*WHAT IS NEEDED:* The result should be every line in the data below that carries the string "Keep".

[Stored items]

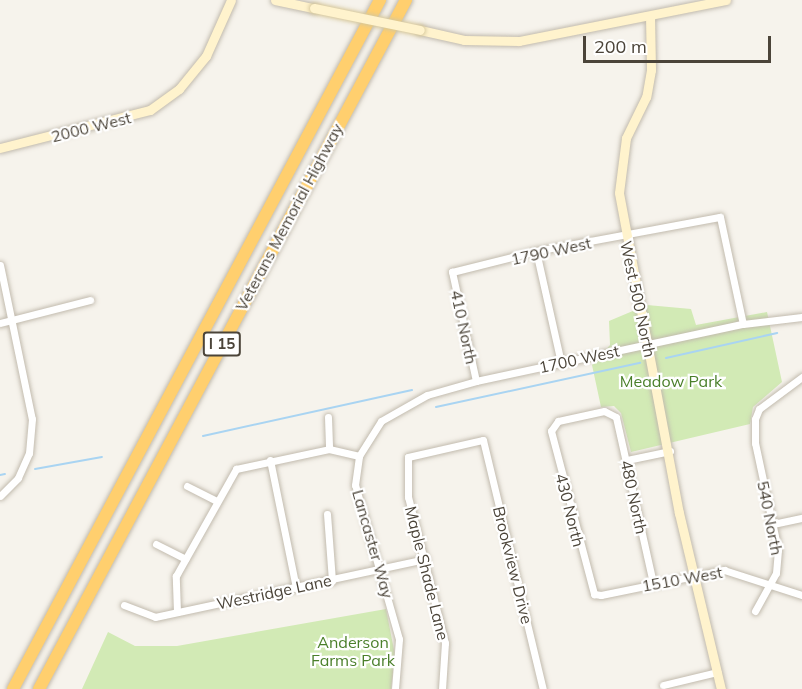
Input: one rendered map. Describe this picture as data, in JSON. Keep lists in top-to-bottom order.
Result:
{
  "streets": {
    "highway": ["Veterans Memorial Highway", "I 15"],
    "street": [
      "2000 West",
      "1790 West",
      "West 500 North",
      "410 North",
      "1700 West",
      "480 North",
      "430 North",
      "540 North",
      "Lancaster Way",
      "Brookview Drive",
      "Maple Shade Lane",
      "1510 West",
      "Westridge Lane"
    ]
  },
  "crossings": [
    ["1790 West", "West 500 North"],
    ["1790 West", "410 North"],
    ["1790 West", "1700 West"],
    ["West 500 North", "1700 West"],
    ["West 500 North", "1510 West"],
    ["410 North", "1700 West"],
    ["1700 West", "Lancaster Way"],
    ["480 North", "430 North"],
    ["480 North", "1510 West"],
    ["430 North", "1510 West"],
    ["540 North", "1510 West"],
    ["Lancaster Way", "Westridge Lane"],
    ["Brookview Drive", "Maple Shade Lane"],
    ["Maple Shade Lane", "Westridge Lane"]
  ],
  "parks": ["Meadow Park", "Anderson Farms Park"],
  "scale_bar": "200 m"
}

==

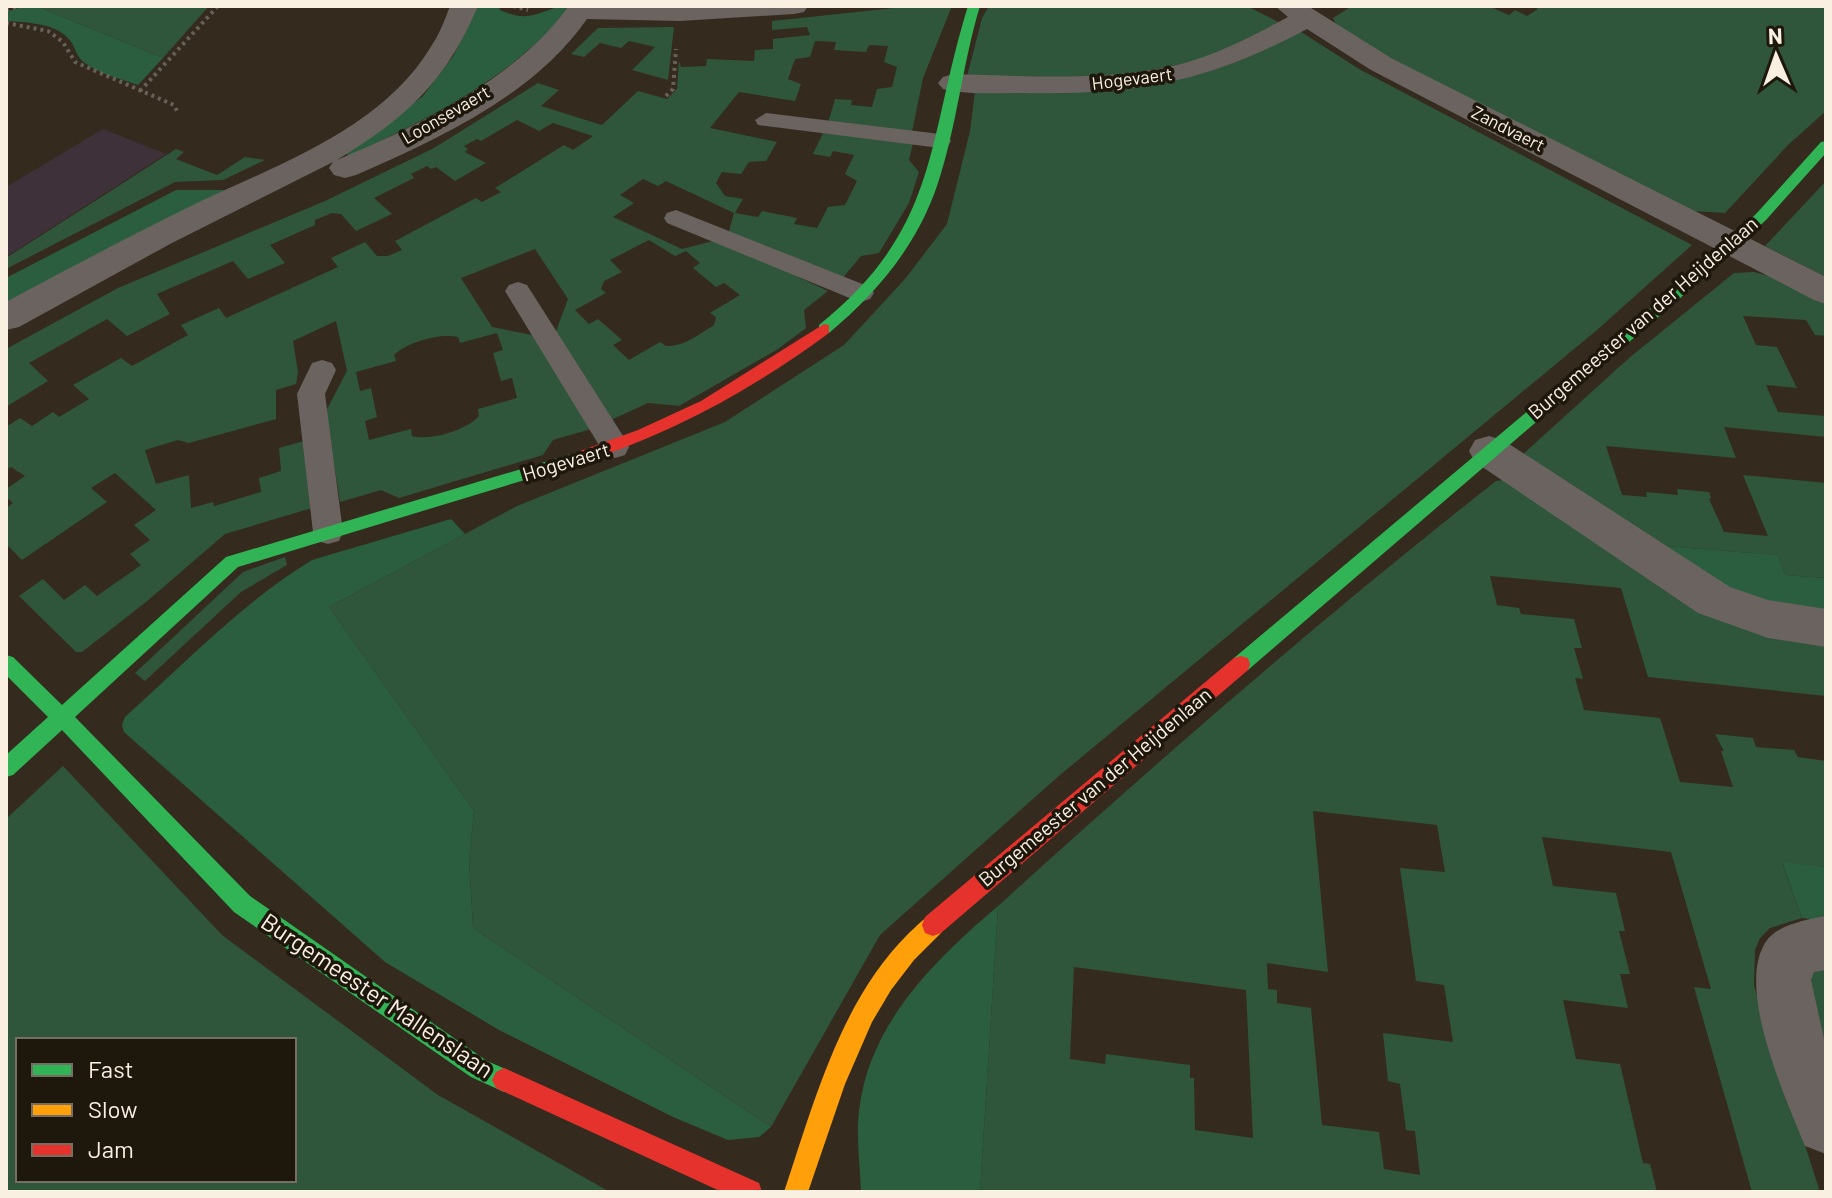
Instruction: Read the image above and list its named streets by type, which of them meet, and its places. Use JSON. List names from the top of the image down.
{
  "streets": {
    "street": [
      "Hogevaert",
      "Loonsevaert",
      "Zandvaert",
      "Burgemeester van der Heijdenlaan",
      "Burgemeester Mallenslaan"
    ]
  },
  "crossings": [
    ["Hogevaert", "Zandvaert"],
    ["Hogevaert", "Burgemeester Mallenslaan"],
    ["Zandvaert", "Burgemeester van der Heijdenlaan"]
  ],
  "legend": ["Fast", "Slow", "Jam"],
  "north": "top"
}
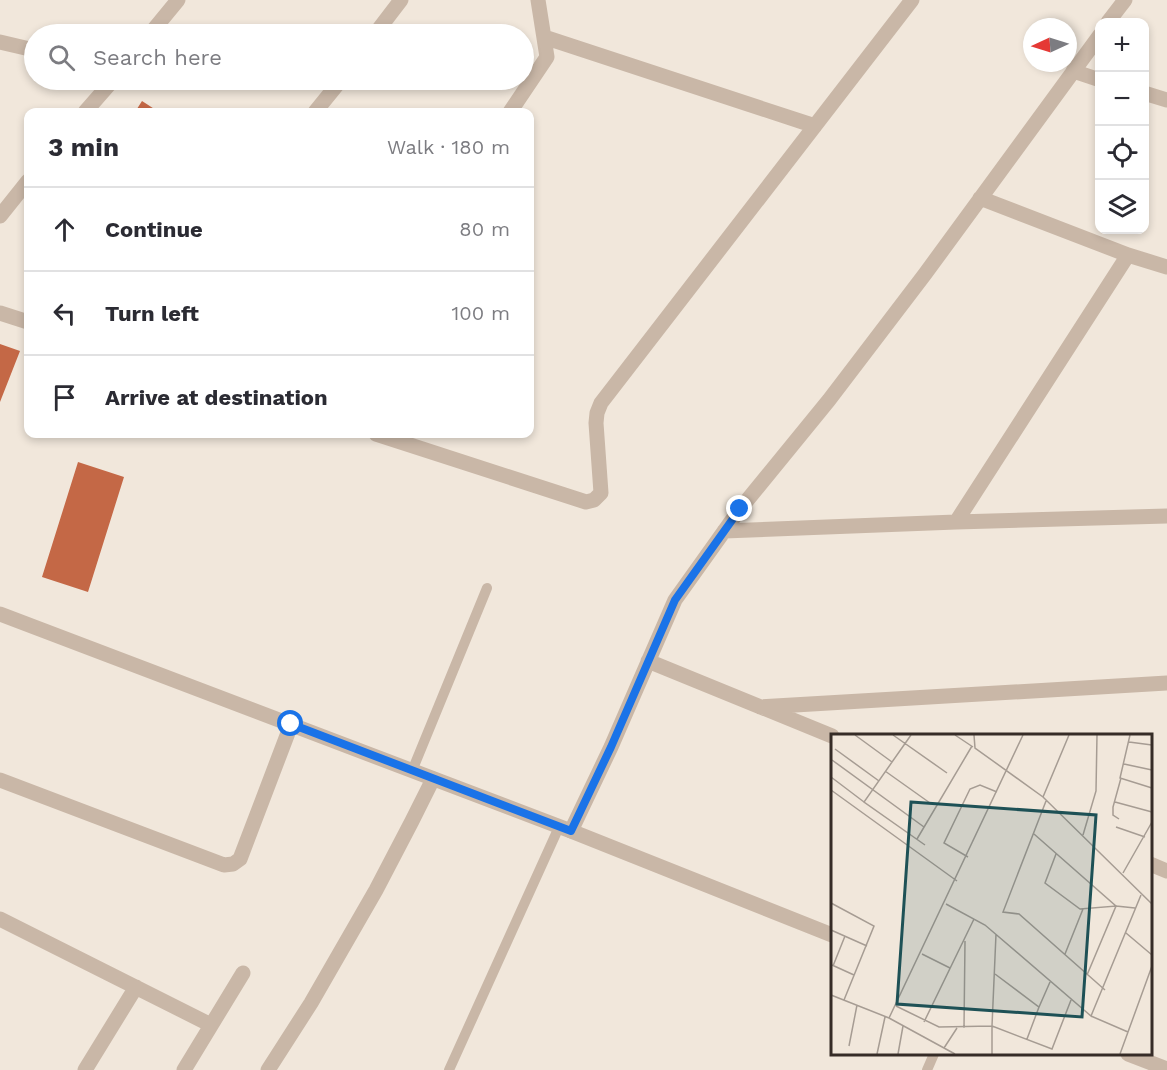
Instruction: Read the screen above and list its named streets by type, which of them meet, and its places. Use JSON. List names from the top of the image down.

==

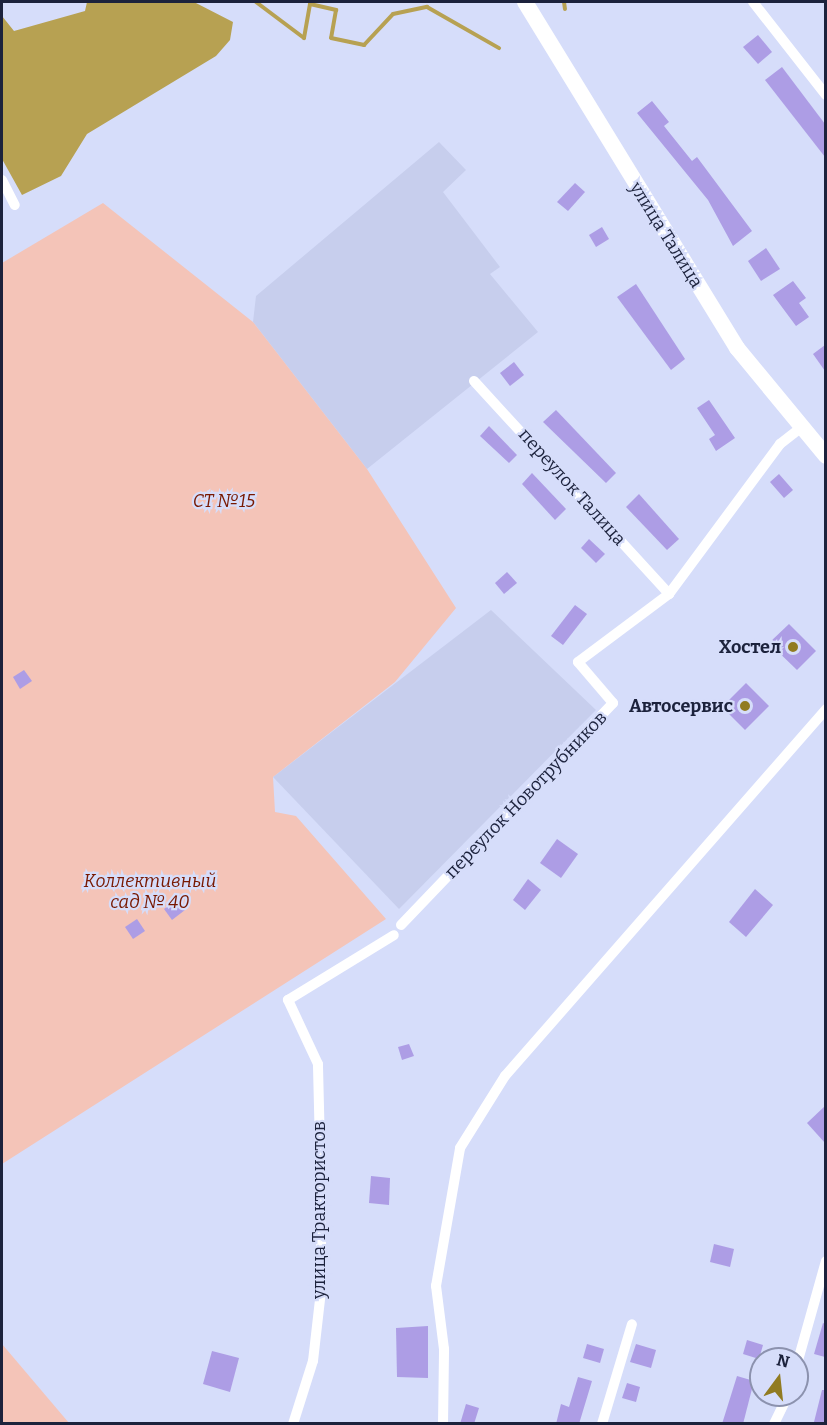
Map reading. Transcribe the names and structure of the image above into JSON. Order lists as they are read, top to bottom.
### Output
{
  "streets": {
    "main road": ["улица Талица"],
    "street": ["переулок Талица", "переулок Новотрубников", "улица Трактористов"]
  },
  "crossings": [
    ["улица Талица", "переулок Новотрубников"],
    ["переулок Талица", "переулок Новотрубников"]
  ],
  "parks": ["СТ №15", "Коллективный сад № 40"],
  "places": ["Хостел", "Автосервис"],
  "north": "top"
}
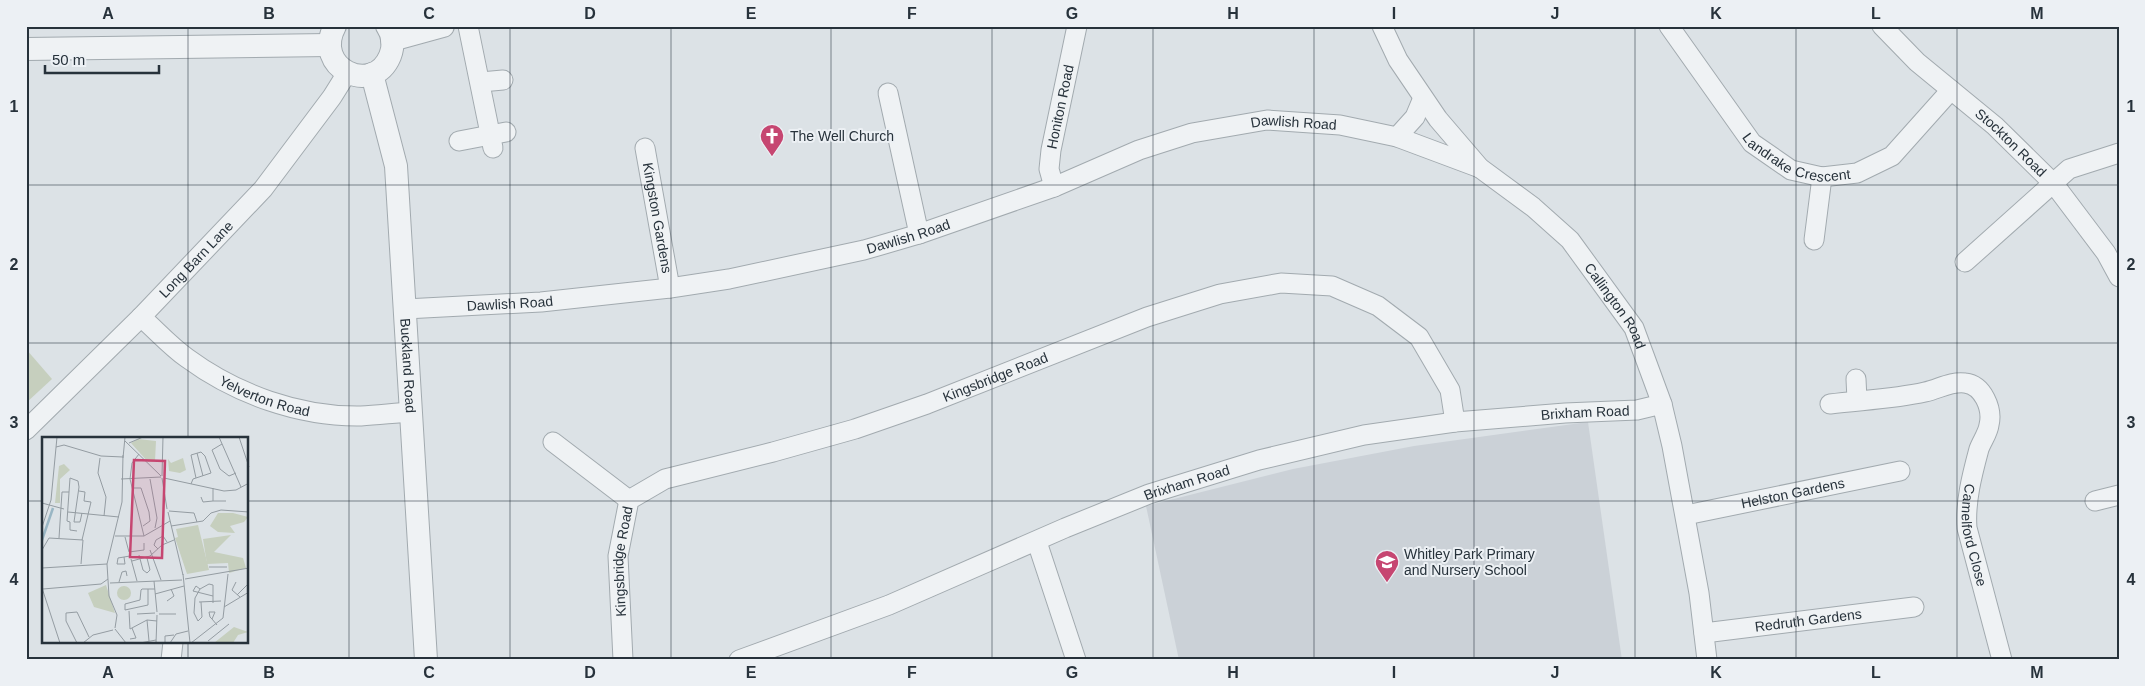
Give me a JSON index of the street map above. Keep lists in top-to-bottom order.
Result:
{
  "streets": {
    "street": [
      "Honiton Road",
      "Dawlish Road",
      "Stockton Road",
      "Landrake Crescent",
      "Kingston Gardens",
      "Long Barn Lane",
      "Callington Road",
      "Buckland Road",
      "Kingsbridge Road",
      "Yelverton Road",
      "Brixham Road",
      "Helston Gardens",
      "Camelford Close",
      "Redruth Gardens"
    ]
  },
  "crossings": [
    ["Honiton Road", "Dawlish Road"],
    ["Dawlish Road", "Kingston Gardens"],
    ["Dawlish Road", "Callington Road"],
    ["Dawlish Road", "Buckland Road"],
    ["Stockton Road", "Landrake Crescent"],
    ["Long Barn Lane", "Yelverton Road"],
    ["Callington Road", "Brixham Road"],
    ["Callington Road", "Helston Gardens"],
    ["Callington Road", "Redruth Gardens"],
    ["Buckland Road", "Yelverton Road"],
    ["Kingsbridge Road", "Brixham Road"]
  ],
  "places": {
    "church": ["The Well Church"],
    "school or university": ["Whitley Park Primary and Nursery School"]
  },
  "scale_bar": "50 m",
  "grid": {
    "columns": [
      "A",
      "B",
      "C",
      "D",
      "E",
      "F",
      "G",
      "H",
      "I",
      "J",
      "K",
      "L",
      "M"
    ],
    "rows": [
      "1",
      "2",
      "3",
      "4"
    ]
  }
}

*ANSWER TO THIS PROBLEM:*
Input: one rendered map. Describe this picture as data, in JSON. Keep lists in top-to-bottom order.
Give me a JSON index of the street map above. Keep lists in top-to-bottom order.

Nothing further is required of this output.